The specifics of Poplar’s work can vary significantly. For a recent collaboration with Maybelline, for instance, Ripert’s team built an Instagram filter that digitally erases the user’s brows and then lets them swap in products like the company’s eyebrow pomade crayons. The goal, he said, wasn’t just to show the final result but also to give a sense of how intuitive the products were to apply.
And sometimes the goal is to create an outright narrative. For a Halloween-themed Instagram filter for NYX, Poplar created a virtual "haunted house" that let users meet horror film-style characters like Prima Ballerina and Broken Beauty, and virtually try on each one's makeup aesthetic.
For cosmetics brands, of course, there are two looming questions about this nascent tech: whether it connects with and holds the attention of users, and whether it lead them to actually make purchases.
"Is this one of those shiny new things?" asked retail consultant Catherine Erdly. "Is this a beautifying filter, or is it a demonstration of what the product can do?"
There’s often a line between a gimmick and a groundbreaking technology. QR codes, for instance, languished for a decade — before finally picking up significant steam during the pandemic as a touch-free way to pull up everything from restaurant menus to medical info. Whether AR will ever pick up that level of ubiquity, in the beauty industry or elsewhere, remains to be seen.
There’s also the question of how effective the tech actually is at depicting the nuances of a real product on your face. The filters can be immediately impressive on a technical level, but often fail to capture the subtleties of texture and lighting that makeup connoisseurs are looking for in a retail environment. The underlying technology is bound to keep improving, but currently it still lacks the sophistication needed to eclipse actually trying a product on.
And as with other filters on social media, the tech also raises questions about the relationship between enhancement and fabrication. Faces exist in the real world, but they also exist as data, as with the masks that Poplar works with, and the delineation has never been less clear.

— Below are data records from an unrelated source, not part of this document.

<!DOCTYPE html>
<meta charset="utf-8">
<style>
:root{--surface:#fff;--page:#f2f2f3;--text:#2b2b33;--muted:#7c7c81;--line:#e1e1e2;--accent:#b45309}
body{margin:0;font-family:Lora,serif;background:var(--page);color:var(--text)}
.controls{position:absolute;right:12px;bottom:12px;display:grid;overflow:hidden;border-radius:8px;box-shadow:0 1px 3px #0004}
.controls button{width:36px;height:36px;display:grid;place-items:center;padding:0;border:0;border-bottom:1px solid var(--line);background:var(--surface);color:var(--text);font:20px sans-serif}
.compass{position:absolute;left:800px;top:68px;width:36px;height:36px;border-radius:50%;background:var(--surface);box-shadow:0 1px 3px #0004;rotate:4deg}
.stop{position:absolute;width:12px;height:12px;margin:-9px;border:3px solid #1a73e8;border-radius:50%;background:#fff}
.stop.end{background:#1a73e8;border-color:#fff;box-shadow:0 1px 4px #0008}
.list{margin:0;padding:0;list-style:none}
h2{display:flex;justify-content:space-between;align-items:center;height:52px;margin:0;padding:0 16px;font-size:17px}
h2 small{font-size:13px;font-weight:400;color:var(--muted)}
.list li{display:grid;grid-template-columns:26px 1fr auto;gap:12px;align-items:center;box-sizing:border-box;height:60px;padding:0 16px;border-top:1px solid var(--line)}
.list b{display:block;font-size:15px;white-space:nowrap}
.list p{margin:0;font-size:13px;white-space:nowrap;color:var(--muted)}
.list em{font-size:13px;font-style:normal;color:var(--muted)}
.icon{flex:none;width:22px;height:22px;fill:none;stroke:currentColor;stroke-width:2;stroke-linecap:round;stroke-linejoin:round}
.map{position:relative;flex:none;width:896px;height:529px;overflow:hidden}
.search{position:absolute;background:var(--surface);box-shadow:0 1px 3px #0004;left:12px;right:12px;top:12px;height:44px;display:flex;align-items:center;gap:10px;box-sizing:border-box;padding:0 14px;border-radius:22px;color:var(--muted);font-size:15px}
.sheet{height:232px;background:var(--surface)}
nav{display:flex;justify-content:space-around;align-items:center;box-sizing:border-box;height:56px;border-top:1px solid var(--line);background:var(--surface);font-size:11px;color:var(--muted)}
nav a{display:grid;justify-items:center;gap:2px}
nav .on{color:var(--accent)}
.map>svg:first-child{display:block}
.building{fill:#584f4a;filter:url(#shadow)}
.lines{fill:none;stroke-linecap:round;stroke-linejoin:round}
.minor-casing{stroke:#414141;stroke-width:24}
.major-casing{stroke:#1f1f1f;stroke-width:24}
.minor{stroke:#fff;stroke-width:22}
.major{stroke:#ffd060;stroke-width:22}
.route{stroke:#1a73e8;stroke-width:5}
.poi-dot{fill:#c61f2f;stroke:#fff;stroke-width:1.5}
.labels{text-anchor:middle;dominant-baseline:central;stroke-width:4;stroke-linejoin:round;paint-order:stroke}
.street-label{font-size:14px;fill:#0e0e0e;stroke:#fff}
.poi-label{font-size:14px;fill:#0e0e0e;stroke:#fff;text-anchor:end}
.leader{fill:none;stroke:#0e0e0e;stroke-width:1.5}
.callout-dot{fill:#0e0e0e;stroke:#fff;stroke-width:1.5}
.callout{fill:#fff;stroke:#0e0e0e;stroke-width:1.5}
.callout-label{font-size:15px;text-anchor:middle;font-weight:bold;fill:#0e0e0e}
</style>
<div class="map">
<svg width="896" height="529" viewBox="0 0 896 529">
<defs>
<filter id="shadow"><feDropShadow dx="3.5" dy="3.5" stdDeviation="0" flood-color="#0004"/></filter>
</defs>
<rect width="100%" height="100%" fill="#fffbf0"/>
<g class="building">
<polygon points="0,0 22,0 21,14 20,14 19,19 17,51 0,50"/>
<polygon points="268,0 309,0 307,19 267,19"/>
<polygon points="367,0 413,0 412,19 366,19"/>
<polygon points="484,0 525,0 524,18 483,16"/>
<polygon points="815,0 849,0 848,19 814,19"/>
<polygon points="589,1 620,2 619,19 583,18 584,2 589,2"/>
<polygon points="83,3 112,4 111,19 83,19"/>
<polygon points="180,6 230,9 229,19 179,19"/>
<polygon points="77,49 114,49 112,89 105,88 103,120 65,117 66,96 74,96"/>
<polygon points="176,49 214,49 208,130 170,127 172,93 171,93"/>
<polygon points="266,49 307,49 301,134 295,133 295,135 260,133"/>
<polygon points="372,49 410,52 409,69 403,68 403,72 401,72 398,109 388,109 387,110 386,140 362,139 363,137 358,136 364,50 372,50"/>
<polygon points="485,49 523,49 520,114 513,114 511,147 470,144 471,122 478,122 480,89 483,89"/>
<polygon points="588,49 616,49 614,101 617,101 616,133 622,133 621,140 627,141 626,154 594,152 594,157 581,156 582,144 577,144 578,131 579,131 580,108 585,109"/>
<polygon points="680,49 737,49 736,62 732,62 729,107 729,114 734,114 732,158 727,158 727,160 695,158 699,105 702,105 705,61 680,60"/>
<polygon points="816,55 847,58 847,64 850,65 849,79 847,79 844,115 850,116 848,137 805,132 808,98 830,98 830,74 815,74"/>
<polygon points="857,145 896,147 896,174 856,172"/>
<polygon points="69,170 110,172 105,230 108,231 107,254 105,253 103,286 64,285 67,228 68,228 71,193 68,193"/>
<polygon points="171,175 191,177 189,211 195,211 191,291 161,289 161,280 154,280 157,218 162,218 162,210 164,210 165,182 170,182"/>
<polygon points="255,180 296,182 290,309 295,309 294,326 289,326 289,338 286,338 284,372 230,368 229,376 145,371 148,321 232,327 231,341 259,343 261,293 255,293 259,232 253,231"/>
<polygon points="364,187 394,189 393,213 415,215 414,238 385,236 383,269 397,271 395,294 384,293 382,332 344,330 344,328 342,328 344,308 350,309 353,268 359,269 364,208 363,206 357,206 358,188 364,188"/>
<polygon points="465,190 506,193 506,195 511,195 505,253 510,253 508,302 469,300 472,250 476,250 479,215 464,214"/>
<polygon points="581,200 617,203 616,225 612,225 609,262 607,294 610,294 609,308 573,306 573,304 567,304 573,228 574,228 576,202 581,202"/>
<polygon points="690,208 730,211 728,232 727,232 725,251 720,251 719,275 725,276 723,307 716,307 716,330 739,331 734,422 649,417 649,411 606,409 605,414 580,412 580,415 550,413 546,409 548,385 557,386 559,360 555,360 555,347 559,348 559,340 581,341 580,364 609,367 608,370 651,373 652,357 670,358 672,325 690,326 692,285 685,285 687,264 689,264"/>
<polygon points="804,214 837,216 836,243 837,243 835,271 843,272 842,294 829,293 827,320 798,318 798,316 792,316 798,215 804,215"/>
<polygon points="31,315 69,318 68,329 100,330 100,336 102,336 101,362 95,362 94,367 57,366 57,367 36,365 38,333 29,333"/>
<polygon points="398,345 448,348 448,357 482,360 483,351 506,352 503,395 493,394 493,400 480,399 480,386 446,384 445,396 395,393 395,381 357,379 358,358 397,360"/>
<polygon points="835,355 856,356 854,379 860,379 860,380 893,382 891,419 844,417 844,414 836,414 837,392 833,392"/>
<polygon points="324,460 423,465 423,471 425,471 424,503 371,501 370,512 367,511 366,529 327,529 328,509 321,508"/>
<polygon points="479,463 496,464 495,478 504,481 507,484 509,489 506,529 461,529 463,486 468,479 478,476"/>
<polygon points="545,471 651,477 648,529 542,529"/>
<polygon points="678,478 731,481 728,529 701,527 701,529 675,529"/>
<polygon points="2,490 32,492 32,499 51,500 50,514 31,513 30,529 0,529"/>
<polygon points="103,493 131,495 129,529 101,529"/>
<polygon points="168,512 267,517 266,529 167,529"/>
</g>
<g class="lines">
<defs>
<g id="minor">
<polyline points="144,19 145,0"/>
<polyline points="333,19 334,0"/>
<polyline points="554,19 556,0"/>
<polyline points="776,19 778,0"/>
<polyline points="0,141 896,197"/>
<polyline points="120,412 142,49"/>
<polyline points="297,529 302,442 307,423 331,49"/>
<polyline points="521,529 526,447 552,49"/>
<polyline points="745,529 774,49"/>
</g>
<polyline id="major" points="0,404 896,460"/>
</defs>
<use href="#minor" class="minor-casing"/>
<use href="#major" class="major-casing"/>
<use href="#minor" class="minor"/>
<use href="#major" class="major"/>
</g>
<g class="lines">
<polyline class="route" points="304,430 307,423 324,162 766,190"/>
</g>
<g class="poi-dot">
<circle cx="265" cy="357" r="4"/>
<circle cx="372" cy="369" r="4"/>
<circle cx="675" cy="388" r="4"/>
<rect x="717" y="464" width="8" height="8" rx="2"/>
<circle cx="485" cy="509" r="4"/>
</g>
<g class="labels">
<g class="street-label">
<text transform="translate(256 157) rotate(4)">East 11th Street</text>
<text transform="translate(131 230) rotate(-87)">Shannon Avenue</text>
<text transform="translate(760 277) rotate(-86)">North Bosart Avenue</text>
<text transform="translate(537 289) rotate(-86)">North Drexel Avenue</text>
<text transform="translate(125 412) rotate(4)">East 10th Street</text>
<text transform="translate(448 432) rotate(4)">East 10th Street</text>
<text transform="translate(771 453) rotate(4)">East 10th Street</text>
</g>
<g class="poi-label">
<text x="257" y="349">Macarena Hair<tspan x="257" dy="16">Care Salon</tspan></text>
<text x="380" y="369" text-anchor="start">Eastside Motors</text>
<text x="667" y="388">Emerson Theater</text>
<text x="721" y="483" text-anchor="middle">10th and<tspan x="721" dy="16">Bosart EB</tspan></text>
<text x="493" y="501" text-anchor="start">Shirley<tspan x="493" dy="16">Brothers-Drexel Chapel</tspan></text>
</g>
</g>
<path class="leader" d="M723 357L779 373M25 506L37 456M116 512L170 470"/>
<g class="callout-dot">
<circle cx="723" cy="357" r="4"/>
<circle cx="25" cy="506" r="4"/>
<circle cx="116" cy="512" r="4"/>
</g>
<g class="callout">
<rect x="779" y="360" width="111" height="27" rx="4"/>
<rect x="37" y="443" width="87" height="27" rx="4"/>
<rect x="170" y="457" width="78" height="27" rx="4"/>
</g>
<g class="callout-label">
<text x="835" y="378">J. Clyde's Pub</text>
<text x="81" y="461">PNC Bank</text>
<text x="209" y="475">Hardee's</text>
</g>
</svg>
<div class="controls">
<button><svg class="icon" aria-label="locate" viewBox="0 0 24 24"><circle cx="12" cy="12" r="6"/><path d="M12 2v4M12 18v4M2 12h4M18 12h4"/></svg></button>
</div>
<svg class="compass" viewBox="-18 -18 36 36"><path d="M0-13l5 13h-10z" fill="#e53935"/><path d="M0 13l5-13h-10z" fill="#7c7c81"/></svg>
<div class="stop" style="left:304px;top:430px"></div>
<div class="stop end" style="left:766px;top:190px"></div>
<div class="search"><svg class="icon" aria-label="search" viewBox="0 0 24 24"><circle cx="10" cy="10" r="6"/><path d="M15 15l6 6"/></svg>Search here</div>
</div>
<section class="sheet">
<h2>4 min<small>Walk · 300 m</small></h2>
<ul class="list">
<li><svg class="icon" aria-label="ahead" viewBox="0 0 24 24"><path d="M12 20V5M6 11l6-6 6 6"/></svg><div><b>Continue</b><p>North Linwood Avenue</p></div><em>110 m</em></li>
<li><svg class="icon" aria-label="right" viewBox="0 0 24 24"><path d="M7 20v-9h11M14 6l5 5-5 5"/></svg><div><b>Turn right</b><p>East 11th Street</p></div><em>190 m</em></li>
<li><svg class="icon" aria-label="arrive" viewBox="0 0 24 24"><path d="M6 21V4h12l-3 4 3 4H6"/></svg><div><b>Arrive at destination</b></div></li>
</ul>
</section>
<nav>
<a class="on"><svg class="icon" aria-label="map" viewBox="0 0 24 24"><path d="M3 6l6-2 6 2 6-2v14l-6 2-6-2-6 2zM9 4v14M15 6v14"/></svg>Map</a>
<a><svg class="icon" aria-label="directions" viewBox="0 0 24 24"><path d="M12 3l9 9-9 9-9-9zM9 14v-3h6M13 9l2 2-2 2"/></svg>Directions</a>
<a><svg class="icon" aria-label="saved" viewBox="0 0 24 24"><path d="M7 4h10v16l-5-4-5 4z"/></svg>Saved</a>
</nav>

"It’s giving off this false impression that actually this filter is magically making you all around more beautified," Erdly said, echoing an observation by McKim, who opined that the app "clearly facetuned me before putting the colors on."

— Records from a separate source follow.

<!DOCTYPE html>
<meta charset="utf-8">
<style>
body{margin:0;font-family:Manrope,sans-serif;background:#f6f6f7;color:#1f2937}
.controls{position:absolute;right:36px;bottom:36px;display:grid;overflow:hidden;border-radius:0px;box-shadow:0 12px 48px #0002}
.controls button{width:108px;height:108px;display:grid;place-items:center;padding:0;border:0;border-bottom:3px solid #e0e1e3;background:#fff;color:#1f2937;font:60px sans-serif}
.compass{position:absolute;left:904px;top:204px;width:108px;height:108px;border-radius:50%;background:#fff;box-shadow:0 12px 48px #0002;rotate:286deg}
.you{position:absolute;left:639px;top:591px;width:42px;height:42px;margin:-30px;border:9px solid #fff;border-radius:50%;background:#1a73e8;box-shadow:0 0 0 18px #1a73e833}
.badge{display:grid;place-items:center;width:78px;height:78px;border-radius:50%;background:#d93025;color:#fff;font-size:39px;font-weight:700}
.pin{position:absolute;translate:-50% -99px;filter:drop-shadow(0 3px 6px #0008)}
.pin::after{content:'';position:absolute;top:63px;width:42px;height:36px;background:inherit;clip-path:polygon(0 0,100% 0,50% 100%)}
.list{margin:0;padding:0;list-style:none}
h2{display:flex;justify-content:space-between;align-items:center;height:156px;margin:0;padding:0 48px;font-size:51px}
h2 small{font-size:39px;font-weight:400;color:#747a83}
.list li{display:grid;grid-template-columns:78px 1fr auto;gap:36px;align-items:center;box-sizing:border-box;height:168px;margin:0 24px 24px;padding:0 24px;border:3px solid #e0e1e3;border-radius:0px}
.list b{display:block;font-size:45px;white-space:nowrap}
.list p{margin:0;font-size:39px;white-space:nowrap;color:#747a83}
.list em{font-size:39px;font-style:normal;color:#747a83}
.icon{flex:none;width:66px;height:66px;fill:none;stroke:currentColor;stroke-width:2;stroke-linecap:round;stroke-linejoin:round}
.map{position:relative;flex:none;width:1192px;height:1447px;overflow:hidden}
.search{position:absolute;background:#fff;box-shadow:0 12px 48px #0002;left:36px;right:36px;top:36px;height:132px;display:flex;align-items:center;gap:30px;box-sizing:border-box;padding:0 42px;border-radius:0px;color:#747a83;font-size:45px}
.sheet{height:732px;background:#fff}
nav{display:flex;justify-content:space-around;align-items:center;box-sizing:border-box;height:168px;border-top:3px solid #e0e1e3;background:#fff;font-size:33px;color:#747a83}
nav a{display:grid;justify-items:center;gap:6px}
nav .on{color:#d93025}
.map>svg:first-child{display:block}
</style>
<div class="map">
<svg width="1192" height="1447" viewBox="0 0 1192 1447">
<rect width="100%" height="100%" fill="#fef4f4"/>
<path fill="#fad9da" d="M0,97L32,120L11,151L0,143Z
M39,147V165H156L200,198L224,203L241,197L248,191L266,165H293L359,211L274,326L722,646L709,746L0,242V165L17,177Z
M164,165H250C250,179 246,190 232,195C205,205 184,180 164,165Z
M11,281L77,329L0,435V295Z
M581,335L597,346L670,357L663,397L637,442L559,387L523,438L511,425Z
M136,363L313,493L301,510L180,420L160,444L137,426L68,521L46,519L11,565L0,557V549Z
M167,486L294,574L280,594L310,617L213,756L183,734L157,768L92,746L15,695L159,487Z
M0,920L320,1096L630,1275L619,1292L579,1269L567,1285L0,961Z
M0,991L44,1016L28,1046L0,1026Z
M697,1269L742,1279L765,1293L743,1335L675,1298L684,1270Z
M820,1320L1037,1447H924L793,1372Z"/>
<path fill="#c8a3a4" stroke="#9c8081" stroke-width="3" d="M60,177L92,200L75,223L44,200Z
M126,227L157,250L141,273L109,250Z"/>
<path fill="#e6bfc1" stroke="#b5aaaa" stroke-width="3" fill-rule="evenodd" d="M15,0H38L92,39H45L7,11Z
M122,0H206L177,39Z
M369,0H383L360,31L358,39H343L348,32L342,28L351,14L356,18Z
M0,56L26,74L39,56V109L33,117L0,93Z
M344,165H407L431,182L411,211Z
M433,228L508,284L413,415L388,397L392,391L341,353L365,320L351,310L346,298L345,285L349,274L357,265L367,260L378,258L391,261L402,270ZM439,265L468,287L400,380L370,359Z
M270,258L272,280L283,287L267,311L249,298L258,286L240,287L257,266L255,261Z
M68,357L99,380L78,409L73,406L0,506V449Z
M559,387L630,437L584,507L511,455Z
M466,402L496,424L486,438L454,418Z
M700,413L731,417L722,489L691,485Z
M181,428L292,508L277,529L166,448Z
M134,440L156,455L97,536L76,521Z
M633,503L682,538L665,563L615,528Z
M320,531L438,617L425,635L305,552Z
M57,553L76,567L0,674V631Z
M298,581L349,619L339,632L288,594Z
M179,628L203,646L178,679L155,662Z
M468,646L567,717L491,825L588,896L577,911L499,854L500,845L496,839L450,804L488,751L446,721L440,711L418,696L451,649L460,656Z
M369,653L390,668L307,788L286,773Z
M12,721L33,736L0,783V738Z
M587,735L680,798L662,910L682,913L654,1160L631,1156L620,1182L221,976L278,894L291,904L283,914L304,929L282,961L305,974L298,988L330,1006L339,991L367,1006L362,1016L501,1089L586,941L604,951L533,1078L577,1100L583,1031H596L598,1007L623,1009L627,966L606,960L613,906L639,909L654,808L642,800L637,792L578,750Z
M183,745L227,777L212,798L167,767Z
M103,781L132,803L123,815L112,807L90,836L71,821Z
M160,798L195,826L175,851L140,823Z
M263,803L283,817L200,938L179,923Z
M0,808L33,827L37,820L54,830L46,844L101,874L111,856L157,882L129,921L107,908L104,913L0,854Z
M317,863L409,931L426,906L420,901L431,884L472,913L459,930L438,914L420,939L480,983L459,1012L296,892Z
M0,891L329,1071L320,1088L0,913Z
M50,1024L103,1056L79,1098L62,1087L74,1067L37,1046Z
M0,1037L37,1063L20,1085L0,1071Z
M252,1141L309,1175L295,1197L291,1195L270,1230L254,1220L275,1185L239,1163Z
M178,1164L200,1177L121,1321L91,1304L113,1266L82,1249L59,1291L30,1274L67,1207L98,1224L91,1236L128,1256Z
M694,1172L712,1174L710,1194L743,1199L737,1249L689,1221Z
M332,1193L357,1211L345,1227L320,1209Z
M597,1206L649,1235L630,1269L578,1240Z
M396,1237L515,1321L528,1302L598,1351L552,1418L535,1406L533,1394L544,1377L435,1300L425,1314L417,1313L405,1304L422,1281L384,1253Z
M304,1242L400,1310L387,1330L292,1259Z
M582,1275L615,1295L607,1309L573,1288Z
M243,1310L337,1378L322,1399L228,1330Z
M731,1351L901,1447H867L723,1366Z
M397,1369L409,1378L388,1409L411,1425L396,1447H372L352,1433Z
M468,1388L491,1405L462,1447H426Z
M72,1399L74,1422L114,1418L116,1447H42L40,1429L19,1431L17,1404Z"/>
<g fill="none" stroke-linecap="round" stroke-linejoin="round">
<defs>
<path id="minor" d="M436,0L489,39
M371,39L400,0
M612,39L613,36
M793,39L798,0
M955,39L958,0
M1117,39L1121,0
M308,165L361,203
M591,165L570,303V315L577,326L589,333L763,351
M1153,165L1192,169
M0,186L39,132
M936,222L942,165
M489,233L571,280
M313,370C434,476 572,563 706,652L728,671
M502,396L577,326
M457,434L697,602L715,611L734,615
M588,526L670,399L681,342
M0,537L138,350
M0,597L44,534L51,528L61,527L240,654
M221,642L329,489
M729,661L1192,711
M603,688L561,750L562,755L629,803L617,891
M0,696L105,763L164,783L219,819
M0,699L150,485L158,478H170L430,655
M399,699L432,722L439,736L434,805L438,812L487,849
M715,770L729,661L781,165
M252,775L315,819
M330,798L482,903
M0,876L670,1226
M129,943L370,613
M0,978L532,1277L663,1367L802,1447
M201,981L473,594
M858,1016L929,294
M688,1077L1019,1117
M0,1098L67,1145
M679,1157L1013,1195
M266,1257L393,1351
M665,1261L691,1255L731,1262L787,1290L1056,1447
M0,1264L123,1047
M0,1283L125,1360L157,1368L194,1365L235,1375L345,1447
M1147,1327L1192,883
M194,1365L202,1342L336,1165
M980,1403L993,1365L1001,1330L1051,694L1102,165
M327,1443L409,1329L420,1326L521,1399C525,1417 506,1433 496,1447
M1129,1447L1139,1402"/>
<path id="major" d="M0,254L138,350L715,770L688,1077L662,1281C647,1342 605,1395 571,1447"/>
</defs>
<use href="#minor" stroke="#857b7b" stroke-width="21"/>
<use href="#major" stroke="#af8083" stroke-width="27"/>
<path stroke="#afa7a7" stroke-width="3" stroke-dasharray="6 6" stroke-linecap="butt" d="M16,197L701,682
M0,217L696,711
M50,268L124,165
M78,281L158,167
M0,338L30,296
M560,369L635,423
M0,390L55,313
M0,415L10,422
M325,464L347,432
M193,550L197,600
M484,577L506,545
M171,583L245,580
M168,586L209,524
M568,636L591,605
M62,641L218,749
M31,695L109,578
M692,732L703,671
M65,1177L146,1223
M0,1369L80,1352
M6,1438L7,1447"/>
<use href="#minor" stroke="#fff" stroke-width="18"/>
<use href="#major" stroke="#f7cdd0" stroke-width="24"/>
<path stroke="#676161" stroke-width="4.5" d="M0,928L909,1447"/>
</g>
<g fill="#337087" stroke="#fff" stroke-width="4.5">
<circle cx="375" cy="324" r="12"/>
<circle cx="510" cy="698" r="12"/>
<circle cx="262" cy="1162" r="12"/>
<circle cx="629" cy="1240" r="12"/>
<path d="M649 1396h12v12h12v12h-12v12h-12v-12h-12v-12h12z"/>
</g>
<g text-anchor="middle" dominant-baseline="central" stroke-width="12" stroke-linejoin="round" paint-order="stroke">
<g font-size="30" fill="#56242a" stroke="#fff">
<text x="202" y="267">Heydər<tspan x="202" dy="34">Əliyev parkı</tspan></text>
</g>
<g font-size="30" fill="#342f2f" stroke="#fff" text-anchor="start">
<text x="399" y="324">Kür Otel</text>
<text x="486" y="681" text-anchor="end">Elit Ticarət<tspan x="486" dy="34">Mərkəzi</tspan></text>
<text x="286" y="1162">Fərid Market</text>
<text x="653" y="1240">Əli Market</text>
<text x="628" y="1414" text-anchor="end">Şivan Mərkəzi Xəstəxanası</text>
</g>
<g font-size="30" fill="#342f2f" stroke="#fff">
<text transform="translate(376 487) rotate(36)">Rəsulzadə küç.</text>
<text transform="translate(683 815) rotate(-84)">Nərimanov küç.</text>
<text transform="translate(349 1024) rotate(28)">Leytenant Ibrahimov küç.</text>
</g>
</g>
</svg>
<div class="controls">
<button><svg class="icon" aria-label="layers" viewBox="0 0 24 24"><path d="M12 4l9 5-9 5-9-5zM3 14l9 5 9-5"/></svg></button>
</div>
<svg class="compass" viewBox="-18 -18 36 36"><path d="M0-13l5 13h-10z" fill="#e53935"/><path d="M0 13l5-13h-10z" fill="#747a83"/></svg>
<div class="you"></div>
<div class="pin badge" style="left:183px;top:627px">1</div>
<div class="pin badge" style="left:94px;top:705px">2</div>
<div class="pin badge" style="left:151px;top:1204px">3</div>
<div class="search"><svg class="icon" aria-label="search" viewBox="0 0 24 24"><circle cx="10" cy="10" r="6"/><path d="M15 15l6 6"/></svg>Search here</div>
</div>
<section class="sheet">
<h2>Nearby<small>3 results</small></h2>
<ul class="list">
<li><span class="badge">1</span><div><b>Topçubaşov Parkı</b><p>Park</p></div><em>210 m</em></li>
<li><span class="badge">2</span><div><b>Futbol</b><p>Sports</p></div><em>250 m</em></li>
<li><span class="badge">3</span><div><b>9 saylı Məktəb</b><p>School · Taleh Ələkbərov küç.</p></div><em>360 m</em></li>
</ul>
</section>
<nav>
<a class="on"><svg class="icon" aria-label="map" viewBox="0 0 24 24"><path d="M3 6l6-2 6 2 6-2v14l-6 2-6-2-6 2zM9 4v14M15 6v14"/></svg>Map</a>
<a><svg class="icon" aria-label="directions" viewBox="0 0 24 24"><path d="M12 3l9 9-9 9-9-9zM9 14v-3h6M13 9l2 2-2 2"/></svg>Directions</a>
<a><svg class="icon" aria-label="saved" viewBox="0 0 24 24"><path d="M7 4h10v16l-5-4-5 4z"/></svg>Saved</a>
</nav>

In other words, the rise of AR in the beauty industry falls onto a preexisting spectrum of digital representations of our selves, from Snapchat to Instagram and TikTok to Zoom, all of which offer some form of beautifying filters.
Eventually, the question might become which matters more, and in which contexts: the analog version of yourself, or the digitized one? It’s easy to imagine a world, perhaps in five or ten years, in which doing your makeup won’t mean spending hours in front of a mirror — instead, maybe it will be more like a "customize your character" selection screen in a video game that shows others how to perceive you on their own AR hardware.
One thing, at least, is clear: the makeup companies are trying to fill that uncanny valley as soon as possible — with your dollars, time, and attention.